4.4.2 As indicated above (point 4.2), D4 describes compositions with viscosities in the range 10-300 000 cps, but viscosities of at least 70 000 cps are particularly preferred (page 11, lines 26-29 and page 20, lines 26-29). It is generally known that higher concentrations of viscosity inducing agent produce higher viscosities. Hence it is reasonable to assume that the embodiment containing higher concentrations of hyaluronate component would provide compositions within the higher (i.e. preferred) range of viscosities.

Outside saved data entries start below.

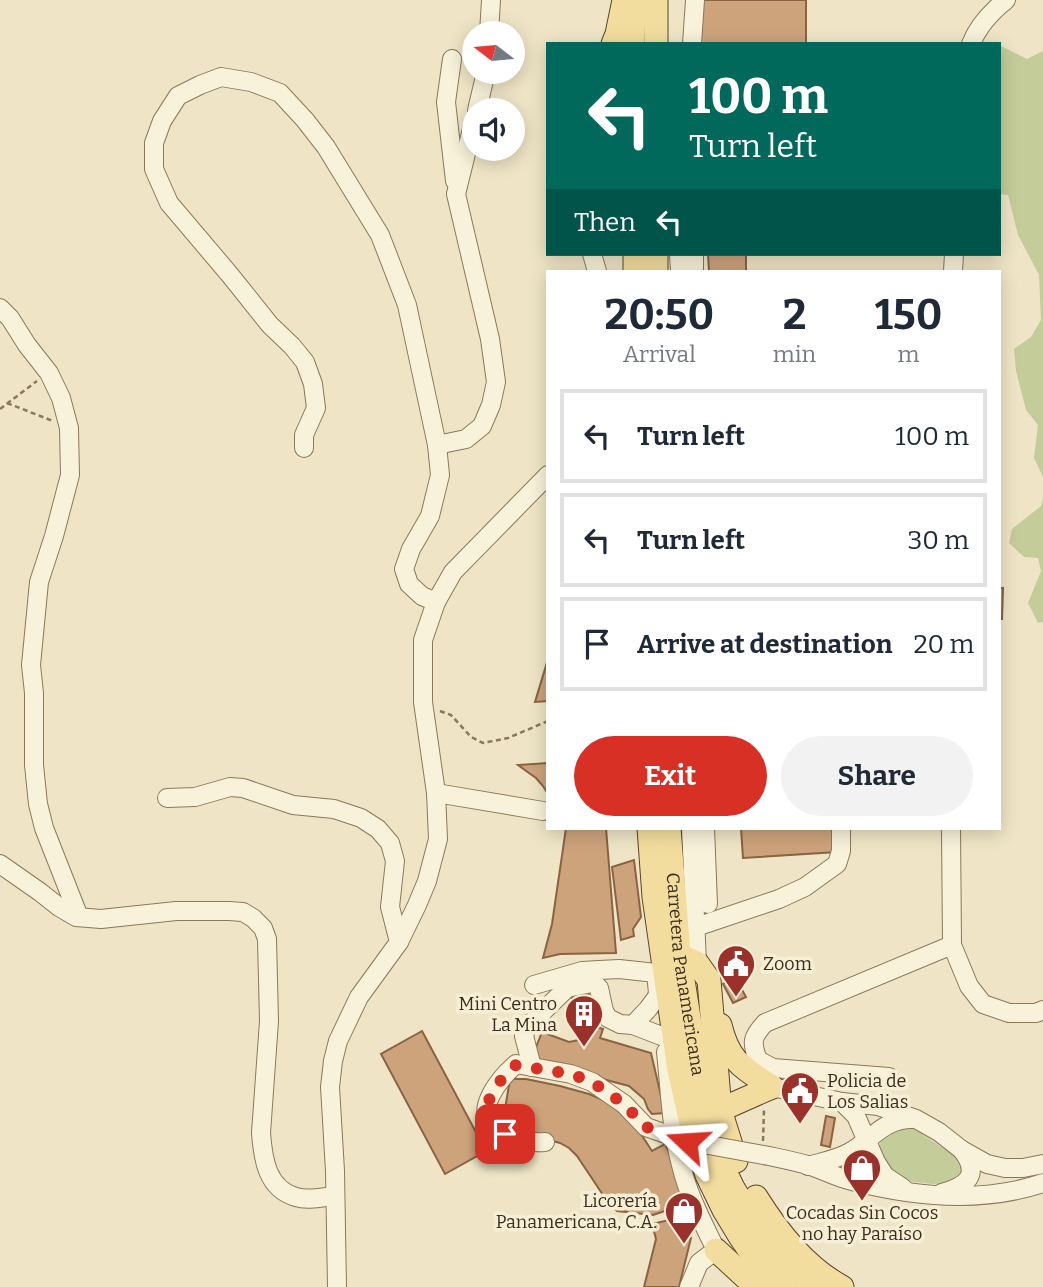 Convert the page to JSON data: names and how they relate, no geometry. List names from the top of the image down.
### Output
{
  "streets": {
    "main road": ["Carretera Panamericana"]
  },
  "places": {
    "public building": ["Zoom", "Policia de Los Salias"],
    "building": ["Mini Centro La Mina"],
    "shop": ["Cocadas Sin Cocos no hay Paraíso", "Licorería Panamericana, C.A."]
  },
  "north": "left",
  "page": {
    "turn": ["100 m", "Turn left"],
    "then": "Then",
    "eta": [
      "20:50",
      "Arrival",
      "2",
      "min",
      "150",
      "m"
    ],
    "list": [
      {
        "name": "Turn left",
        "value": "100 m"
      },
      {
        "name": "Turn left",
        "value": "30 m"
      },
      {
        "name": "Arrive at destination",
        "value": "20 m"
      }
    ],
    "buttons": ["Exit", "Share"]
  }
}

4.4.3 In that respect, the appellant argued that D4 does not disclose a correlation between viscosities above 70 000 cps and hyaluronate concentrations in the range of 1-4 %(w/v). It then referred to the passage on page 21, lines 15-20, which states that the specific amount of viscosity inducing component employed depends on several factors, e.g. the molecular weight of the viscosity inducing component. This means that, in theory, hyaluronate components of high molecular weight could provide viscosities beyond 70 000 cps at concentrations within the range of 0.05-0.5 %(w/v) and, conversely, hyaluronate components of low molecular weight might not achieve a viscosity of 70 000 cps at concentrations within the range of 1-4 %(w/v).

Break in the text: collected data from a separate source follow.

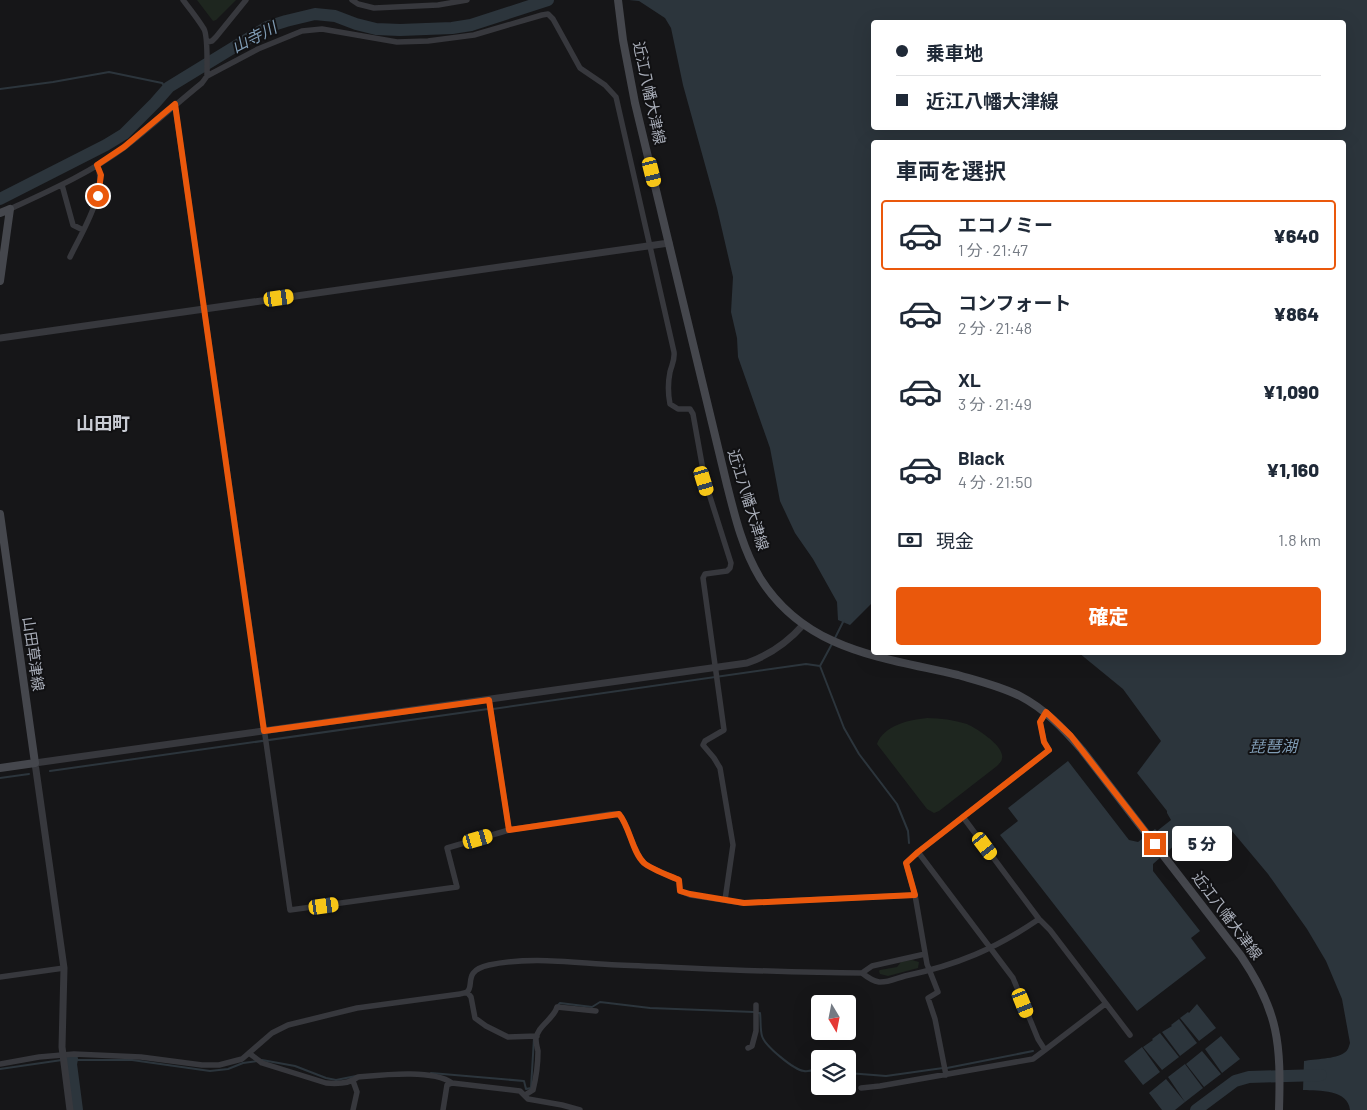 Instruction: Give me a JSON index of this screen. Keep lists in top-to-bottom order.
{
  "streets": {
    "main road": ["近江八幡大津線", "山田草津線"]
  },
  "districts": ["山田町"],
  "water": ["山寺川", "琵琶湖"],
  "north": "bottom",
  "page": {
    "banner": ["乗車地", "近江八幡大津線"],
    "heading": "車両を選択",
    "list": [
      {
        "name": "エコノミー",
        "note": "1 分 · 21:47",
        "value": "¥640"
      },
      {
        "name": "コンフォート",
        "note": "2 分 · 21:48",
        "value": "¥864"
      },
      {
        "name": "XL",
        "note": "3 分 · 21:49",
        "value": "¥1,090"
      },
      {
        "name": "Black",
        "note": "4 分 · 21:50",
        "value": "¥1,160"
      }
    ],
    "pay": ["現金", "1.8 km"],
    "buttons": "確定",
    "bubble": "5 分"
  }
} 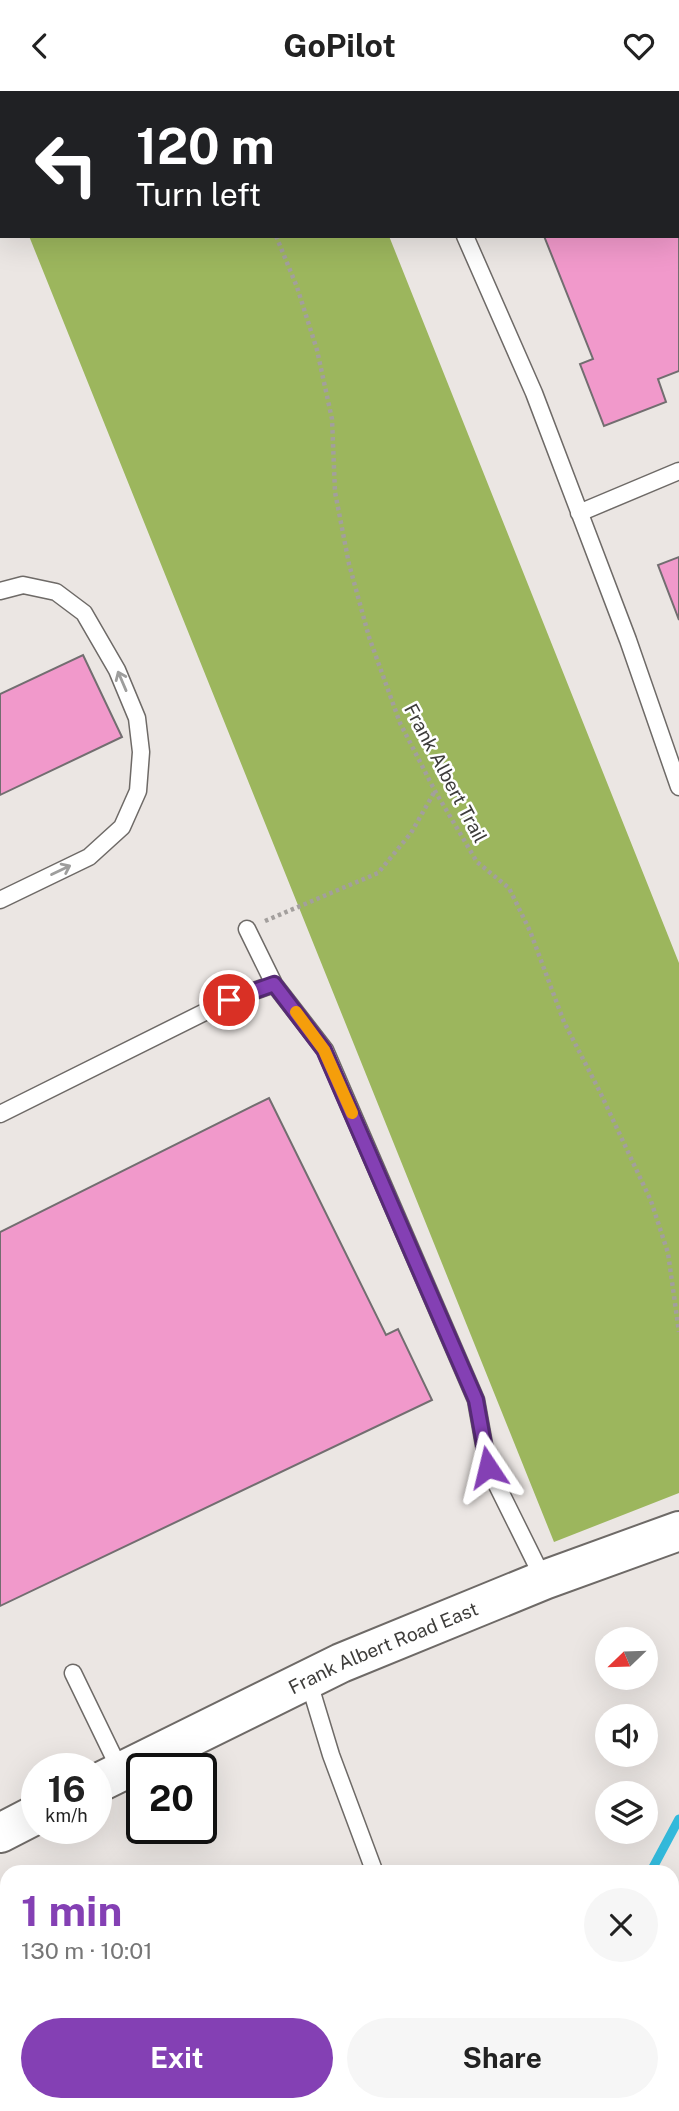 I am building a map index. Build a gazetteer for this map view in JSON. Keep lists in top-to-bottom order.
{
  "streets": {
    "street": ["Frank Albert Road East"],
    "path": ["Frank Albert Trail"]
  },
  "north": "bottom left",
  "page": {
    "header": "GoPilot",
    "turn": ["120 m", "Turn left"],
    "speed": "16 km/h",
    "limit": "20",
    "heading": ["1 min", "130 m · 10:01"],
    "buttons": ["Exit", "Share"]
  }
}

The board accepts that molecular weight and other factors have an influence on the amount of hyaluronate component that needs to be added to the composition to achieve a given viscosity. However, the board concurs with the respondent that the appellant's argument cannot counter the clear teaching in D4 that viscosities above 70 000 cps are preferred and that these are achieved by hyaluronate concentrations within the range of 1-4 %(w/v) rather than 0.05-0.5 %(w/v). This teaching may be derived from the following sections of D4:

Examples 2-8 show that compositions comprising 0.05-0.5 %(w/v) of a sodium hyaluronate with an average molecular weight of 0.6 million daltons have a viscosity of 20-500 cps. However, the same sodium hyaluronate used in examples 9-13 at concentrations of 2.0-3.0 %(w/v) produces viscosities of 100 000- 300 000 cps. These results are in line with the teaching in the paragraph bridging pages 13 and 14, which associates viscosities of 80 000-300 000 cps with hyaluronate concentrations of 2-3 %(w/v). In addition, the passage on page 22, lines 16-24 states that the compositions containing 1-4 %(w/v) hyaluronate exhibit very high polymer viscosity.

4.4.4 Consequently, the board holds that the second embodiment on page 22, lines 16-24 of D4 is preferred and that its choice does not constitute a selection.

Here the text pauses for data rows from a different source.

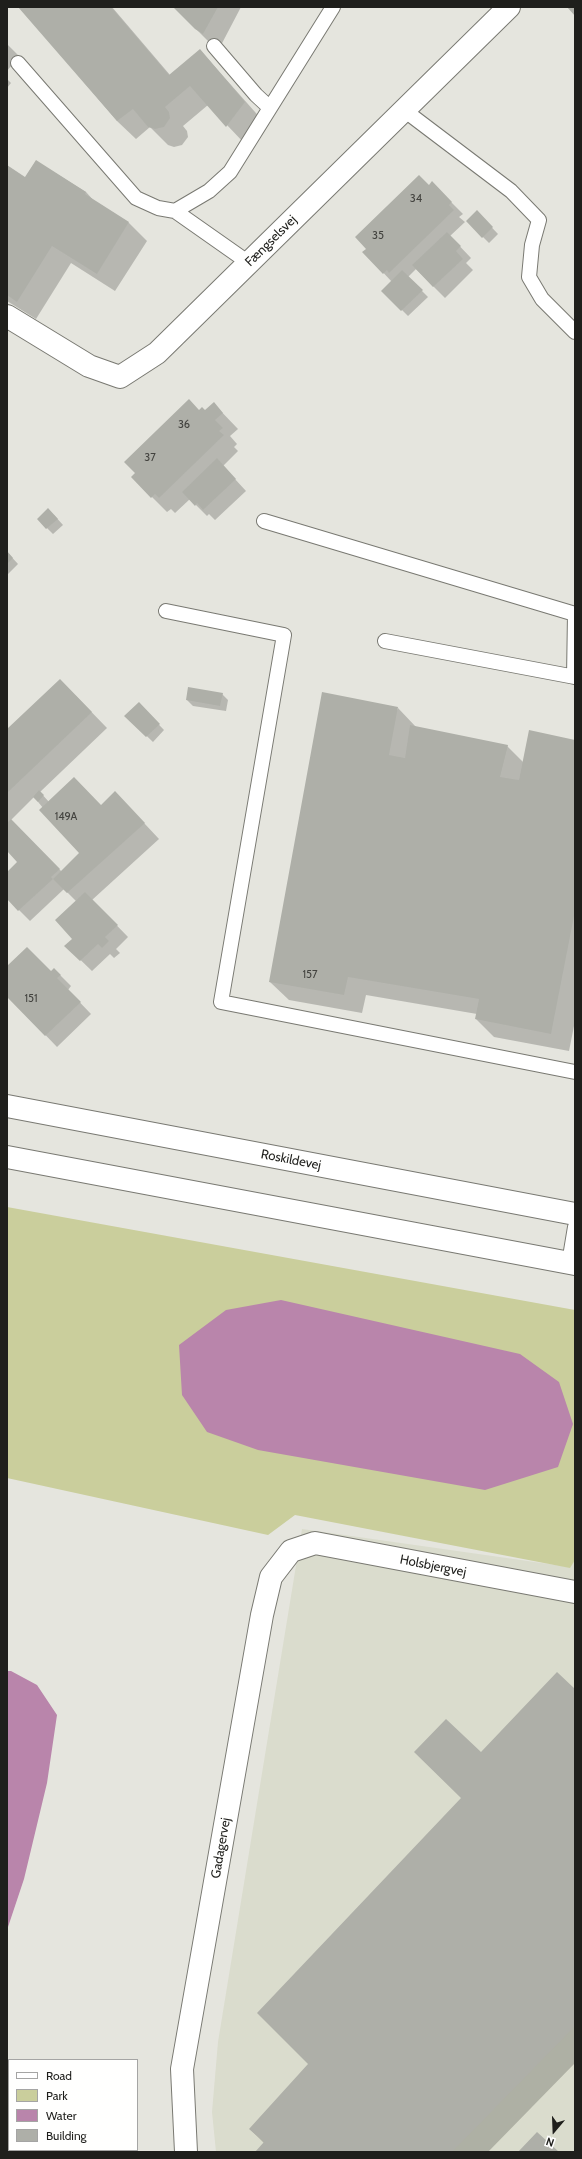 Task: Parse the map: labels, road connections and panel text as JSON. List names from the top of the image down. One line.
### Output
{"streets":{"street":["Fængselsvej","Roskildevej","Holsbjergvej","Gadagervej"]},"crossings":[["Holsbjergvej","Gadagervej"]],"house_numbers":["34","35","36","37","149A","157","151"],"legend":["Road","Park","Water","Building"],"north":"bottom"} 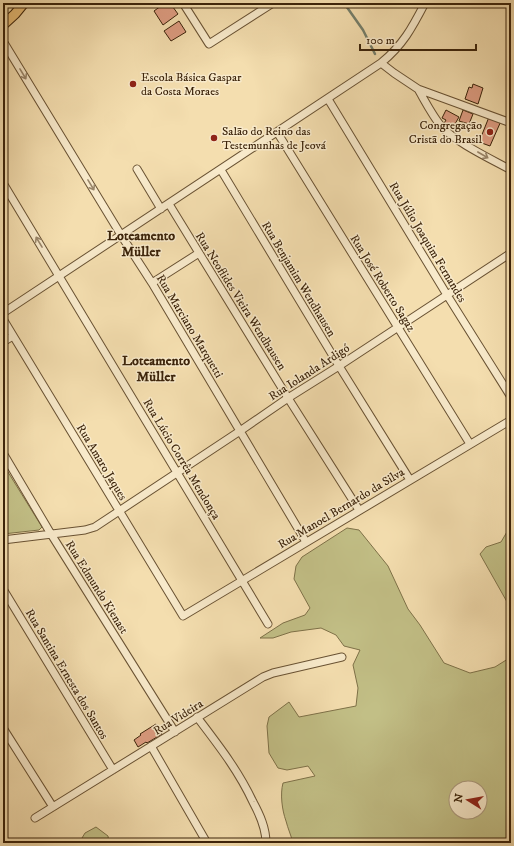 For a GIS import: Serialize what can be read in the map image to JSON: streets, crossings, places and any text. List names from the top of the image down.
{
  "streets": {
    "street": [
      "Rua Júlio Joaquim Fernandes",
      "Rua Benjamim Wendhausen",
      "Rua José Roberto Sagaz",
      "Rua Neoflides Vieira Wendhausen",
      "Rua Marciano Marquetti",
      "Rua Iolanda Ardigó",
      "Rua Lúcio Corrêa Mendonça",
      "Rua Amaro Jaques",
      "Rua Manoel Bernardo da Silva",
      "Rua Edmundo Kienast",
      "Rua Santina Ernesta dos Santos",
      "Rua Videira"
    ]
  },
  "crossings": [
    ["Rua Júlio Joaquim Fernandes", "Rua Iolanda Ardigó"],
    ["Rua Benjamim Wendhausen", "Rua Iolanda Ardigó"],
    ["Rua Benjamim Wendhausen", "Rua Manoel Bernardo da Silva"],
    ["Rua José Roberto Sagaz", "Rua Iolanda Ardigó"],
    ["Rua José Roberto Sagaz", "Rua Manoel Bernardo da Silva"],
    ["Rua Neoflides Vieira Wendhausen", "Rua Iolanda Ardigó"],
    ["Rua Neoflides Vieira Wendhausen", "Rua Manoel Bernardo da Silva"],
    ["Rua Marciano Marquetti", "Rua Iolanda Ardigó"],
    ["Rua Marciano Marquetti", "Rua Manoel Bernardo da Silva"],
    ["Rua Iolanda Ardigó", "Rua Lúcio Corrêa Mendonça"],
    ["Rua Iolanda Ardigó", "Rua Amaro Jaques"],
    ["Rua Iolanda Ardigó", "Rua Edmundo Kienast"],
    ["Rua Lúcio Corrêa Mendonça", "Rua Manoel Bernardo da Silva"],
    ["Rua Amaro Jaques", "Rua Manoel Bernardo da Silva"],
    ["Rua Edmundo Kienast", "Rua Videira"],
    ["Rua Santina Ernesta dos Santos", "Rua Videira"]
  ],
  "one_way": ["Rua Marciano Marquetti"],
  "districts": ["Loteamento Müller", "Loteamento Müller"],
  "places": ["Escola Básica Gaspar da Costa Moraes", "Congregação Cristã do Brasil", "Salão do Reino das Testemunhas de Jeová"],
  "scale_bar": "100 m",
  "north": "left"
}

4.5 In summary, D4 discloses a preferred embodiment which is a gel composition for intra-ocular injection having a viscosity of at least 70 000 cps at a shear rate of 0.1/second at 25°C and comprising 1-4% (w/v) of a polymeric hyaluronate component. It also discloses that, due to its high viscosity, this preferred composition is to be marketed as a pre-filled syringe.

In addition, as a result of a single selection, the therapeutically active ingredient is a macromolecular TKI, i.e. a macromolecular anti-angiogenic component which is a VEGF inhibitor.

Hence D4 discloses the combination of features in claim 1 of the main request. The claim therefore does not meet the requirements of Article 54(1) and (3) EPC.